Non-GAAP income from operations3 was US$4.9 million in the third quarter of 2014 compared with non-GAAP income from operations of US$8.1 million in the same quarter of 2013. Non-GAAP operating margin was 6.8% in the third quarter of 2014 compared with non-GAAP operating margin of 19.4% in the same quarter of 2013.
Other Income
Other income in the third quarter of 2014 was US$7.4 million, a significant increase from US$1.2 million in the same quarter of 2013. The increase was primarily due to the increase of US$2.7 million in interest income, US$2.5 million in investment income from our wealth management products we invested with our IPO, follow-on cash proceeds and cash generated from operations compared with the third quarter of 2013.
3 Non-GAAP income from operations is defined as income from operations excluding share-based compensation expenses.
-3- |
Net Income
Net income was US$5.9 million in the third quarter of 2014, compared with a net income of US$8.5 million in the same quarter of 2013. Net margin was 8.3% in the third quarter of 2014, compared with 20.4% in the same quarter of 2013.

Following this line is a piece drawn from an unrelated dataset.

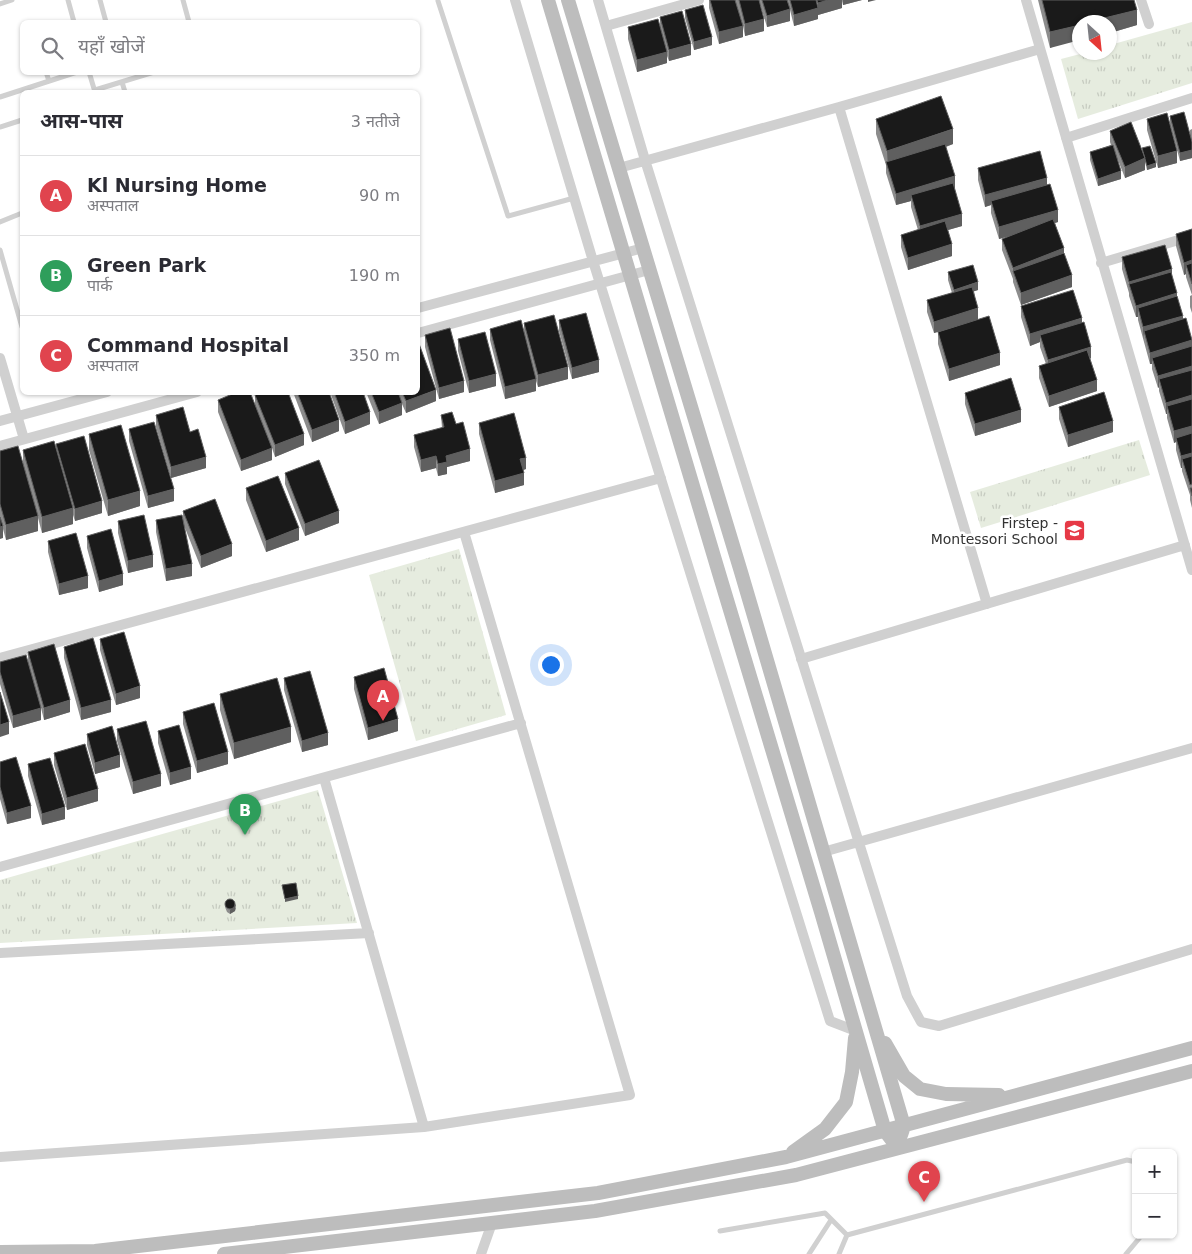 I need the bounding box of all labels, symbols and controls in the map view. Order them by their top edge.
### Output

Non-GAAP net income was US$7.8 million in the third quarter of 2014, compared with non-GAAP net income of US$9.3 million in the same quarter of 2013. Non-GAAP net margin was 10.9% in the third quarter of 2014, compared with non-GAAP net margin of 22.3% in the same quarter of 2013.

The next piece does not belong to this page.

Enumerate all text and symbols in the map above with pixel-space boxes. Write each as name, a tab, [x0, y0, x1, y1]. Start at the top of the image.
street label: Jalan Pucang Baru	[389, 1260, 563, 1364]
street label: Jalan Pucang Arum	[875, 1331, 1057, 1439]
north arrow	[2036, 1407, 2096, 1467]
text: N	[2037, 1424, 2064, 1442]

Basic and Diluted Earnings per ADS
Basic and diluted earnings per ADS attributable to ordinary shareholders in the third quarter of 2014 were US$0.07 compared with basic and diluted earnings per ADS attributable to ordinary shareholders of US$0.11 and US$0.10, respectively during the same quarter of 2013.

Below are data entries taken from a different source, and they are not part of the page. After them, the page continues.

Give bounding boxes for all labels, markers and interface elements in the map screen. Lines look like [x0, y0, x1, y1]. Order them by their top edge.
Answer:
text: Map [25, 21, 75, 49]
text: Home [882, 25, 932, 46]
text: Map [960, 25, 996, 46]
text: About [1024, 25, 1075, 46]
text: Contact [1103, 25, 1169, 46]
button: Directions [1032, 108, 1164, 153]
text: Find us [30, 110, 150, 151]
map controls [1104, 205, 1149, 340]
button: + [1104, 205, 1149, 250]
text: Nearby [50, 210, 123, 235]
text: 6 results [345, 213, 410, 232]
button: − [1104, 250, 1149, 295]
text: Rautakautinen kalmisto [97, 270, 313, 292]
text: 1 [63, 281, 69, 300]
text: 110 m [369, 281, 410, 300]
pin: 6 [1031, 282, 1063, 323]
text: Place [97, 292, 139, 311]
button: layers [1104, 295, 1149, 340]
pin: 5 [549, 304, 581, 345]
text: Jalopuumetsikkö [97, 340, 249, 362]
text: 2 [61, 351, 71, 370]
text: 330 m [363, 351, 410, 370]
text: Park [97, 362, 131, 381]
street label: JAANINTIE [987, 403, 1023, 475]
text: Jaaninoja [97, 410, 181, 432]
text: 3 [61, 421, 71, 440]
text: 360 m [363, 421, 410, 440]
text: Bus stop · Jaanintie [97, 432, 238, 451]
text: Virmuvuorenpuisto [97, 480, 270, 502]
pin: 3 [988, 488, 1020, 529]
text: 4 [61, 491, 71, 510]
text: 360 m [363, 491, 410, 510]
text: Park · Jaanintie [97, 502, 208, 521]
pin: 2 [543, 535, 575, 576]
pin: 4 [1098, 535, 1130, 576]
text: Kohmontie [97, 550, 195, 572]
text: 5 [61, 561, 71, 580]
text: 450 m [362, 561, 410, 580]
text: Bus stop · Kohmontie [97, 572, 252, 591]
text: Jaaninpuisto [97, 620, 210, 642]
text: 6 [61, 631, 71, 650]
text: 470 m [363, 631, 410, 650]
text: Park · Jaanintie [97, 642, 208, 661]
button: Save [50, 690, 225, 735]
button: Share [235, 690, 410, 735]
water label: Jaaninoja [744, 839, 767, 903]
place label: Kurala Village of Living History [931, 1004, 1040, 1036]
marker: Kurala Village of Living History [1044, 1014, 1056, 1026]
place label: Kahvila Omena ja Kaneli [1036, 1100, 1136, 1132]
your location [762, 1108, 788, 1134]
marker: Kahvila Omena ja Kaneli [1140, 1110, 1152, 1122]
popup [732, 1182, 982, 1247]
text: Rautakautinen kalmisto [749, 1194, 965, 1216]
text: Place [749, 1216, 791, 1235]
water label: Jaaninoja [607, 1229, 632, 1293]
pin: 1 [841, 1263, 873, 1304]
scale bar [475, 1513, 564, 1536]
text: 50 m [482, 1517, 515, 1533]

Non-GAAP basic and diluted earnings per ADS attributable to ordinary shareholders in the third quarter of 2014 were US$0.09, compared with basic and diluted earnings per ADS attributable to ordinary shareholders of US$0.15 and US$0.13, respectively during the same quarter of 2013.
Cash, Cash Equivalents, Term Deposits and Short-term Investments
As of September 30, 2014, the Company had cash, cash equivalents, term deposits and short-term investments of US$626.2 million.
Cash Flow
Net cash provided by operating activities was US$30.9 million in the third quarter of 2014, compared with US$22.8 million in the same quarter of 2013.
Business Outlook
Based on the Company’s current operations, total revenues for the fourth quarter of 2014 are expected to be between US$74.5 million and US$77.0 million, representing a year-over-year increase of 65% to 70%. These estimates reflect the Company’s current and preliminary view, which is subject to change.
-4- |
Non-GAAP Financial Measures
To supplement the financial measures prepared in accordance with generally accepted accounting principles in the United States, or GAAP, this press release presents non-GAAP income from operations, non-GAAP operating margin, non-GAAP net income, non-GAAP net margin and non-GAAP basic and diluted earnings per share and per ADS by excluding share-based compensation expenses from income from operations and net income attributable to the Company’s shareholders, respectively. The Company believes these non-GAAP financial measures are important to help investors understand the Company’s operating and financial performance, compare business trends among different reporting periods on a consistent basis and assess the Company’s core operating results, as they exclude certain expenses that are not expected to result in cash payments. The use of the above non-GAAP financial measures has certain limitations. Share-based compensation expenses have been and will continue to be incurred in the future and are not reflected in the presentation of the non-GAAP financial measures, but should be considered in the overall evaluation of the Company’s results. The Company compensates for these limitations by providing the relevant disclosure of its share-based compensation expenses in the reconciliations to the most directly comparable GAAP financial measures, which should be considered when evaluating the Company’s performance. These non-GAAP financial measures should be considered in addition to financial measures prepared in accordance with GAAP, but should not be considered a substitute for, or superior to, financial measures prepared in accordance with GAAP. Reconciliation of each of these non-GAAP financial measures to the most directly comparable GAAP financial measure is set forth at the end of this release.
Conference Call
58.com’s management will host an earnings conference call on Thursday, November 12, 2014 at 8:00 a.m. U.S. Eastern Daylight Time (9:00 p.m. Beijing / Hong Kong the same day).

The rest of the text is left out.